_What is required_: Down to the last line, restate the listing below exactly.

_Provided data_:
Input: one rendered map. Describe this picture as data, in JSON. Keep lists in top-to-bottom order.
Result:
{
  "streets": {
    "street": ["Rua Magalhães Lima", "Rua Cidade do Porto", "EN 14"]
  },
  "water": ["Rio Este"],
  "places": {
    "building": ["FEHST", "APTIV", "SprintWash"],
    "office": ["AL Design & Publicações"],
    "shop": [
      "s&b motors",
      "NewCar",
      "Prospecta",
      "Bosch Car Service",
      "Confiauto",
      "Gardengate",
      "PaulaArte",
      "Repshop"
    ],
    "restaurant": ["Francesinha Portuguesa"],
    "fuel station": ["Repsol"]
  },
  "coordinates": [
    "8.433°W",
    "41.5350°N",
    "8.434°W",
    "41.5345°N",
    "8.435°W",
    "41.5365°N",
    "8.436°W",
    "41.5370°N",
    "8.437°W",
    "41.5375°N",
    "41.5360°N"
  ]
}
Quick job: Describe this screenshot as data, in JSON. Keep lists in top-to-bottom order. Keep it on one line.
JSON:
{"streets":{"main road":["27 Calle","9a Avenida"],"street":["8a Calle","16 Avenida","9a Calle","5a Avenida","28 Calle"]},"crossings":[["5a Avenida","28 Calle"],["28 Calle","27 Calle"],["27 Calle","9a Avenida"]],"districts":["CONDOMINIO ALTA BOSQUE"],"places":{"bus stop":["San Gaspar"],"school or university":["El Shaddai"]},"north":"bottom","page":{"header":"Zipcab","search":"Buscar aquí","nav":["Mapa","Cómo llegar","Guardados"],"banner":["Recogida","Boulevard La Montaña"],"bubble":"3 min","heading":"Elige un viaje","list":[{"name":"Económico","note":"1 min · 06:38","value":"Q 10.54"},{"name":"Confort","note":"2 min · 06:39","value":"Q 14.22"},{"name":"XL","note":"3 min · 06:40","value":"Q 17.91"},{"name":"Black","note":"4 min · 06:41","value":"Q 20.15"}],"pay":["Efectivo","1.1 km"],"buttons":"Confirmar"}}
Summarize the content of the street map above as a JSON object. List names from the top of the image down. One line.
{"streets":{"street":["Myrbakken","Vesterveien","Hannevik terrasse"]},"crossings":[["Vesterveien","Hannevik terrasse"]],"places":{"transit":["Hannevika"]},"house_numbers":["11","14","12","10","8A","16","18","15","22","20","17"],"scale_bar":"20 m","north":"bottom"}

_Solution for this problem_:
Input: one rendered map. Describe this picture as data, in JSON. Keep lists in top-to-bottom order.
Result:
{
  "streets": {
    "street": ["Rua Magalhães Lima", "Rua Cidade do Porto", "EN 14"]
  },
  "water": ["Rio Este"],
  "places": {
    "building": ["FEHST", "APTIV", "SprintWash"],
    "office": ["AL Design & Publicações"],
    "shop": [
      "s&b motors",
      "NewCar",
      "Prospecta",
      "Bosch Car Service",
      "Confiauto",
      "Gardengate",
      "PaulaArte",
      "Repshop"
    ],
    "restaurant": ["Francesinha Portuguesa"],
    "fuel station": ["Repsol"]
  },
  "coordinates": [
    "8.433°W",
    "41.5350°N",
    "8.434°W",
    "41.5345°N",
    "8.435°W",
    "41.5365°N",
    "8.436°W",
    "41.5370°N",
    "8.437°W",
    "41.5375°N",
    "41.5360°N"
  ]
}
Quick job: Describe this screenshot as data, in JSON. Keep lists in top-to-bottom order. Keep it on one line.
JSON:
{"streets":{"main road":["27 Calle","9a Avenida"],"street":["8a Calle","16 Avenida","9a Calle","5a Avenida","28 Calle"]},"crossings":[["5a Avenida","28 Calle"],["28 Calle","27 Calle"],["27 Calle","9a Avenida"]],"districts":["CONDOMINIO ALTA BOSQUE"],"places":{"bus stop":["San Gaspar"],"school or university":["El Shaddai"]},"north":"bottom","page":{"header":"Zipcab","search":"Buscar aquí","nav":["Mapa","Cómo llegar","Guardados"],"banner":["Recogida","Boulevard La Montaña"],"bubble":"3 min","heading":"Elige un viaje","list":[{"name":"Económico","note":"1 min · 06:38","value":"Q 10.54"},{"name":"Confort","note":"2 min · 06:39","value":"Q 14.22"},{"name":"XL","note":"3 min · 06:40","value":"Q 17.91"},{"name":"Black","note":"4 min · 06:41","value":"Q 20.15"}],"pay":["Efectivo","1.1 km"],"buttons":"Confirmar"}}
Summarize the content of the street map above as a JSON object. List names from the top of the image down. One line.
{"streets":{"street":["Myrbakken","Vesterveien","Hannevik terrasse"]},"crossings":[["Vesterveien","Hannevik terrasse"]],"places":{"transit":["Hannevika"]},"house_numbers":["11","14","12","10","8A","16","18","15","22","20","17"],"scale_bar":"20 m","north":"bottom"}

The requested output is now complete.